Channel Cancel Culture
I wrote a background job that backs up a git repo after every commit, with a poll interval, such that many commits submitted rapidly only triggers one backup process.
The tests have been intermittently failing on CI, for seemingly odd reasons:
- Removing the test git directory during setup
Error: Received unexpected error:
unlinkat data/testGitOrg: directory not empty
- Trying to backup after the original repo has already been removed (maybe)
target OID for the reference doesn't exist on the repository
I added some more logging, and it looks like a race condition is in play.

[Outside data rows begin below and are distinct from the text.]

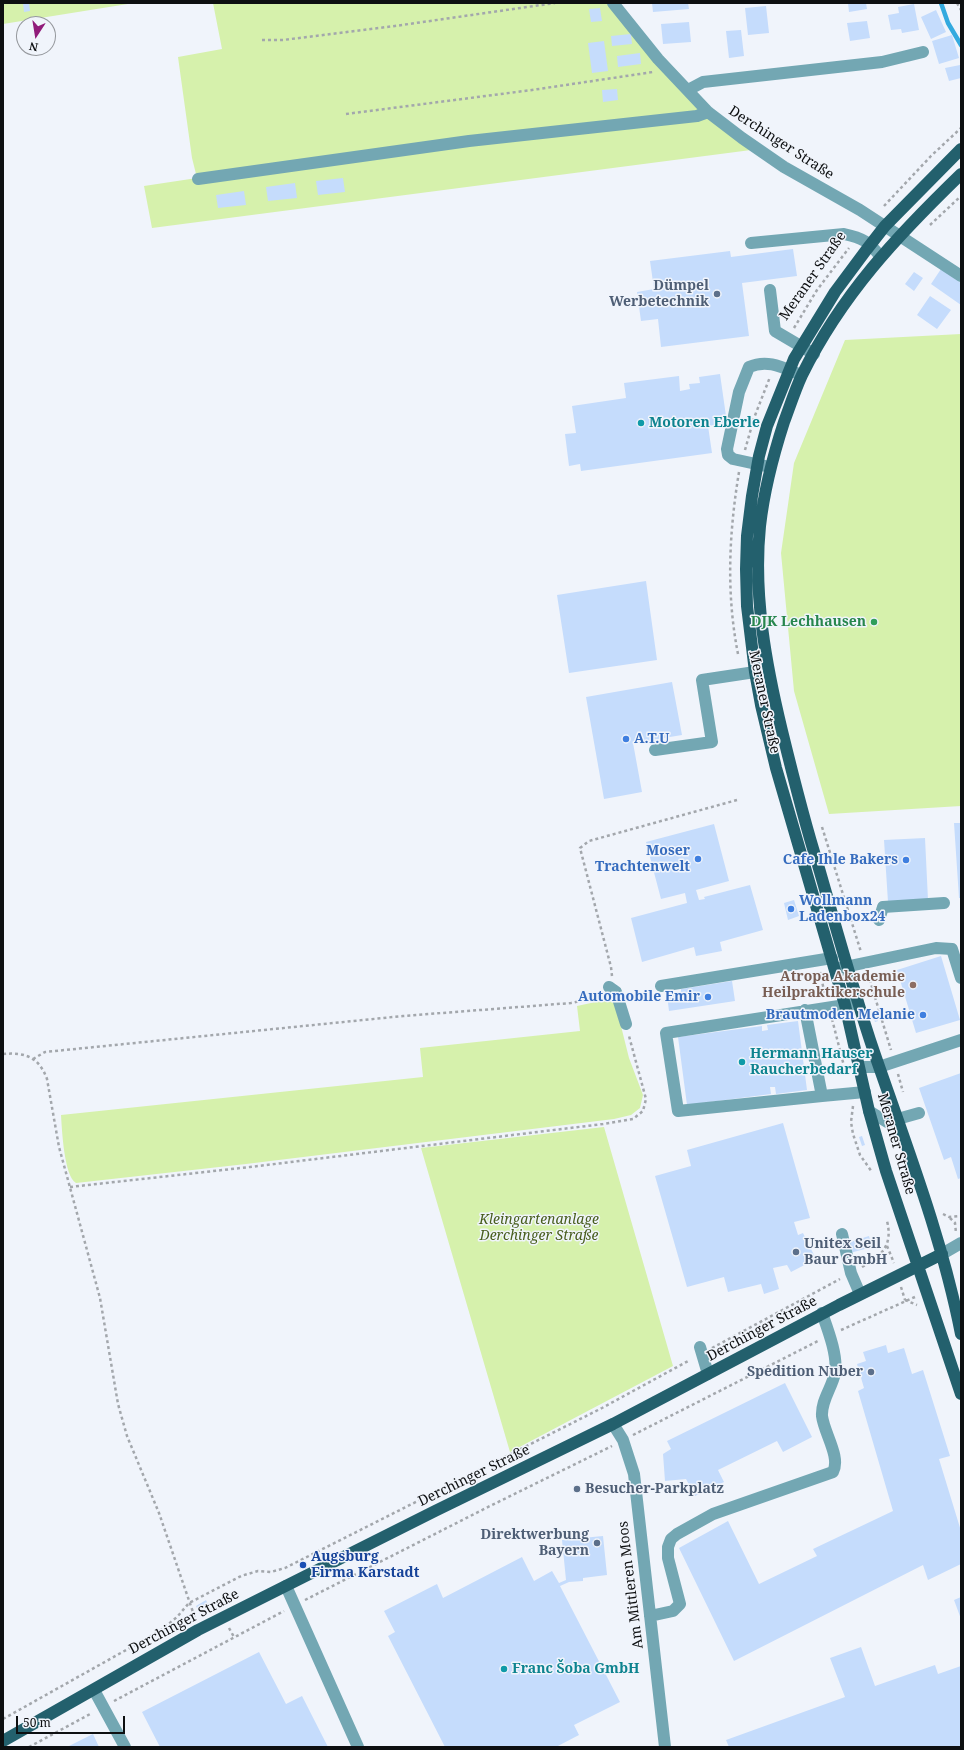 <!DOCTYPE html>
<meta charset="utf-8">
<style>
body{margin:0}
#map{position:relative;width:964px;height:1750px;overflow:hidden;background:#f0f4fb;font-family:"Noto Serif",serif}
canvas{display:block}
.frame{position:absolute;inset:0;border:4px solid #0d0f11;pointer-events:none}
.north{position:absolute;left:16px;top:16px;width:40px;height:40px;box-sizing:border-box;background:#f0f4fb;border:1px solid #95989d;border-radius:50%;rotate:192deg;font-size:11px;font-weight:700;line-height:16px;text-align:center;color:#0d0f11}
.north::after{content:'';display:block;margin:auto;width:14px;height:18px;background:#911b7a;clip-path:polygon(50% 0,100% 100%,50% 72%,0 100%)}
.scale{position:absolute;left:16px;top:1716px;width:109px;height:18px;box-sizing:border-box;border:2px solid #0d0f11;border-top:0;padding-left:5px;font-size:12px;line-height:14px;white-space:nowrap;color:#0d0f11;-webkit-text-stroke:3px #f0f4fb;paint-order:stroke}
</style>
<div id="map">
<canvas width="964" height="1750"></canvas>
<div class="frame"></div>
<div class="north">N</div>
<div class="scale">50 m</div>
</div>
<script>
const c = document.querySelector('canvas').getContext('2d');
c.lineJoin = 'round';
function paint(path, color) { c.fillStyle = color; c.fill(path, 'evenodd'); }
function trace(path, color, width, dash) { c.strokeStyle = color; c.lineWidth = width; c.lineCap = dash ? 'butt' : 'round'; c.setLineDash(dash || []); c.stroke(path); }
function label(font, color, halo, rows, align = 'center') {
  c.font = font + ' "Noto Serif",serif'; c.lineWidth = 3; c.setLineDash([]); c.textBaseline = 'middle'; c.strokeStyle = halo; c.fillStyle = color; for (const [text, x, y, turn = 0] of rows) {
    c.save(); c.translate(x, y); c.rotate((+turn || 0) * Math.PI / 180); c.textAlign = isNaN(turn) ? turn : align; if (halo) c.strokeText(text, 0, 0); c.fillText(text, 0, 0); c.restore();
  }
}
paint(new Path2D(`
 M3,3H134L3,24Z
 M213,3H613L751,150L152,228L144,186L197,178L192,158L178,57L222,49Z
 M961,334V806L829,814L794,691L781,553L794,463L845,340Z
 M614,998L629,1058L643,1095L640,1108L631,1115L614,1119L246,1164L76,1183C64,1176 62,1130 61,1115L423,1077L420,1048L580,1031L577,1006Z
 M604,1127L673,1366L510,1452L421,1148Z`), '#d6f1ac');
trace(new Path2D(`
 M941,3L948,23L961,45`), '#33aadf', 4.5);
paint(new Path2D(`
 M23,3H29L30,11L24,12Z
 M652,3H688L689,9L653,12Z
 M848,3H866L867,9L849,12Z
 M914,4L919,30L902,33L901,29L891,30L888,15L899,13L898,7Z
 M766,6L769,33L748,35L745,8Z
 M600,8L602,21L591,22L589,9Z
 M936,10L946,32L931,39L921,17Z
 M867,21L870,38L850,41L847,23Z
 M689,22L691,42L663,44L661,24Z
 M741,30L744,56L729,58L726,31Z
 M631,34L632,44L612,46L611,36Z
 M952,35L959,58L939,64L932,41Z
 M604,41L608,71L592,73L588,43Z
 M640,53L641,64L618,67L617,56Z
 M960,65L961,78L949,81L945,68Z
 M617,89L618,100L603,102L602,90Z
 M343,178L345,192L318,195L316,181Z
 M295,183L297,198L268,201L266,187Z
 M244,191L246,205L218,208L216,195Z
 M793,249L797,276L742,283L749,336L661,347L658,319L641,321L637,292L654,289L650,261L730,251L731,257Z
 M941,269L961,283V305L931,284Z
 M914,272L923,278L914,291L905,284Z
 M930,296L951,310L937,329L917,315Z
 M720,374L727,423L708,426L712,453L581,471L580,464L569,466L565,434L576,433L572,406L626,398L624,383L679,376L680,391L690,389L689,384L700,383L699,377Z
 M646,581L657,660L569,673L557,595Z
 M672,682L682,735L633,743L642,792L604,799L586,697Z
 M954,823H961V898H959Z
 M714,824L729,881L696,890L699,900L705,899L704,897L750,885L763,930L720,942L722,951L696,956L694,947L642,962L631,918L687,903L685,893L661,899L646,842Z
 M925,838L928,900L888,902L884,840Z
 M794,900L799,916L788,920L784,903Z
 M941,956L960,1020L916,1033L897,970Z
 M732,981L735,1001L669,1011L667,995L681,993V989Z
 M872,1014H875L878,1021L875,1022Z
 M798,1021L807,1090L776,1094L775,1087H770L771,1094L687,1105L678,1037L762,1026V1031L768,1030L767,1025Z
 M961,1073V1178L958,1179L951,1157L944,1160L919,1088Z
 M783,1123L810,1218L794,1222L798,1235L803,1233L816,1259L791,1272L787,1265L773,1268L779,1289L764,1294L761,1284L728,1292L724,1277L687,1287L655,1176L691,1166L687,1150Z
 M862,1136L865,1145L862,1146L859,1137Z
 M869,1236L872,1247L850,1253L847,1243Z
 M886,1345L888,1353L904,1348L912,1374L923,1370L950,1456L939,1459L961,1531V1564L928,1580L923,1565L734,1661L679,1548L728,1521L759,1584L817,1556L813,1549L893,1511L858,1391L864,1388L857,1364L866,1361L863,1352Z
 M785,1383L812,1437L783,1452L777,1441L718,1470L724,1482L695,1496L686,1479L665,1481L663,1454L671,1449L667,1441Z
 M603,1536L607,1575L583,1578V1581L569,1582L560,1586L620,1702L574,1725L579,1735L556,1747H445L388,1636L395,1632L384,1611L437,1584L443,1598L522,1557L534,1581L552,1571L559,1583L566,1580L562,1540Z
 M961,1597V1619L954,1600Z
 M206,1600L210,1609L200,1614L196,1606Z
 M861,1647L875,1686L935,1665L938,1674L961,1666V1747H729L726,1740L845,1697L830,1658Z
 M259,1652L286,1704L302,1696L328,1747H160L142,1712Z
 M93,1734L99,1747H67Z`), '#c5dcfc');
trace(new Path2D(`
 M957,3L961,10
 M262,40H283L395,26L555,3
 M346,114L532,90L653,72
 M884,206L931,156L961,128
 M930,225L961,196
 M794,328L817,290L849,248
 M745,450L754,418L770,377
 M738,654C726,593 729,533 739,472
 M822,827L861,952
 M820,972L825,995
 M868,974L891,1050
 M612,976L611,967L580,848L589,841L737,800
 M832,1019L845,1070
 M3,1054C25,1052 39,1057 47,1079L59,1147L100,1298L118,1404L127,1436L159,1513L195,1618
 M33,1059L45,1052L403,1016L571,1003L600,997
 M898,1074L903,1092
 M853,1106L851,1122L853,1134L860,1155L872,1172
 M70,1187L250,1167L603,1124L633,1119L643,1111L646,1099L629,1036
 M943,1214L949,1217L961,1216
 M950,1218L955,1223L956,1233
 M887,1246L894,1263
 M862,1267C882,1256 893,1245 887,1221
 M901,1287L905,1300
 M905,1300L917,1305
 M841,1330L915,1297
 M712,1348L840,1279
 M633,1435L818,1341
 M305,1600L490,1506L612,1446
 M229,1628L234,1637
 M114,1701L284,1611
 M3,1719L160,1631L177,1617L189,1603L241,1576L258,1571L271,1572L285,1568L602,1408L690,1360
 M29,1747L92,1713`), '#a3a7ac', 2.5, [3, 3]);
trace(new Path2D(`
 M613,3L658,59L708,112L742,138L784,167L860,210L961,276
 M688,90L703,82L882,62L923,52
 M198,179L469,141L697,116L708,112
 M751,243L844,234C863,238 869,242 880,256
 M770,290L775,331L814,354
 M770,467L733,459L728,455L727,449L739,392L749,367C767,359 782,367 799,374
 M655,750L712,742L702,680L755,672
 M879,920L883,907L944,903
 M835,969L936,948L952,949L961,978
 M661,986L832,958
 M609,987L616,992L626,1024
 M805,1010L822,1096L678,1111L666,1033L858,1003
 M860,1067H879L961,1040
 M822,1096L865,1092
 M869,1111L887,1122L919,1113
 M842,1234L851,1273L860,1294
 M942,1254L961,1243
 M700,1347L708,1374
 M613,1424L623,1440L634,1474L665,1747
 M286,1586L358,1747
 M650,1616L673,1611L680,1604L668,1558V1547L671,1539L677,1534L713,1514L833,1472C841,1457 824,1433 822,1416C821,1400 832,1388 835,1373C838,1356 828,1330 822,1313
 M94,1690L125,1747`), '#73a7b3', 12);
trace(new Path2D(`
 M961,149L885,226L867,249L835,292L794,359L767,426L759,456L752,496L747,536L746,569L747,606L755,672L761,705L776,768L845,1005L869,1111L886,1171L961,1394
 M961,174C897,236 842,294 802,375C795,390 790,406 784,422C773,456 764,491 760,526C753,595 766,665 782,731C793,776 804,821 818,865C836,927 853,990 874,1052C906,1145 942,1237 961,1334
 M3,1741L198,1630L435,1511L613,1424L839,1305L942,1254`), '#23606d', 12);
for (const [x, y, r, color] of [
 [717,294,4,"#5c6f8a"],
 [641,423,4,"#0f9aa8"],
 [874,622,4,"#2e9e5b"],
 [626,739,4,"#3f7fe0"],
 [698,859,4,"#3f7fe0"],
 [906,860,4,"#3f7fe0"],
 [791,909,4,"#3f7fe0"],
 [913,985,4,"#8d6e63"],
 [708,997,4,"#3f7fe0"],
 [923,1015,4,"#3f7fe0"],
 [742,1062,4,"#0f9aa8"],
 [796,1252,4,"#5c6f8a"],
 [871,1372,4,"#5c6f8a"],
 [577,1489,4,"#5c6f8a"],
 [597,1543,4,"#5c6f8a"],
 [303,1565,4,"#1a4fb4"],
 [504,1669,4,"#0f9aa8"]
]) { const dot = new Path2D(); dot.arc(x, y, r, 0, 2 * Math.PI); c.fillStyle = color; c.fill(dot); trace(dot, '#f0f4fb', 1.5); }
label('14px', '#0d0f11', '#f0f4fb', [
 ["Derchinger Straße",781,143,33],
 ["Meraner Straße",813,276,-55],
 ["Meraner Straße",764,702,78],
 ["Meraner Straße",896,1144,74],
 ["Derchinger Straße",762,1329,-28],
 ["Derchinger Straße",474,1476,-26],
 ["Am Mittleren Moos",631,1585,-97],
 ["Derchinger Straße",184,1622,-28]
]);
label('bold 14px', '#4e5e75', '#f0f4fb', [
 ["Dümpel",709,286],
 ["Werbetechnik",709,302],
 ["Unitex Seil",804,1244,"left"],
 ["Baur GmbH",804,1260,"left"],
 ["Spedition Nuber",863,1372],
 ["Besucher-Parkplatz",585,1489,"left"],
 ["Direktwerbung",589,1535],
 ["Bayern",589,1551]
], 'right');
label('bold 14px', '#0d838f', '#f0f4fb', [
 ["Motoren Eberle",649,423],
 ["Hermann Hauser",750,1054],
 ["Raucherbedarf",750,1070],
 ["Franc Šoba GmbH",512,1669]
], 'left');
label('bold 14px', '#27864d', '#f0f4fb', [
 ["DJK Lechhausen",866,622]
], 'right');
label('bold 14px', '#366cbe', '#f0f4fb', [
 ["A.T.U",634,739,"left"],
 ["Moser",690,851],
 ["Trachtenwelt",690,867],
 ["Cafe Ihle Bakers",898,860],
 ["Wollmann",799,901,"left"],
 ["Ladenbox24",799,917,"left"],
 ["Automobile Emir",700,997],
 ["Brautmoden Melanie",915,1015]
], 'right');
label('bold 14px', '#785e54', '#f0f4fb', [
 ["Atropa Akademie",905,977],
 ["Heilpraktikerschule",905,993]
], 'right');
label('italic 14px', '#485e1d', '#f0f4fb', [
 ["Kleingartenanlage",539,1220],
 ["Derchinger Straße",539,1236]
]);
label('bold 14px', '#164399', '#f0f4fb', [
 ["Augsburg",311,1557],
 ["Firma Karstadt",311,1573]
], 'left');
</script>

I have the following logic to trigger a backup to run:
for {
select {
case <-ctx.Done():
log.Println("cancelled")
return
default:
time.Sleep(pollInterval)
if ready(batchInterval) {
Run(src) // this is the actual backup routine
}
}
}
I context I pass into this loop is instantiated thusly:
gbctx, gbcancel := context.WithCancel(context.Background())
gbcancel
gets called at the bottom of each test.
My current theory is that, if we are in the middle of a Run
, then the cancel won’t be responded to until that Run
is complete. Now that I’m typing this out, this logic is obvious…
The problem is, I don’t know how long the commits+backup are going to take during the test run. It seems lame to just bump up the wait time such that it’s extremely unlikely that a race will occur. There is a better solution, though. The Run
func uses a lock, so that more than one goroutine doesn’t try to interact with the backup repository. So, if I add an additional Run
call after the gbcancel
, the test will be locked until a previous Run
completes!
Even better, if I create a new method WaitForRunToComplete
, and lock/unlock the same mutex, I can wait for a previous Run
to complete without needing to execute another one.
This seems to be working, so far.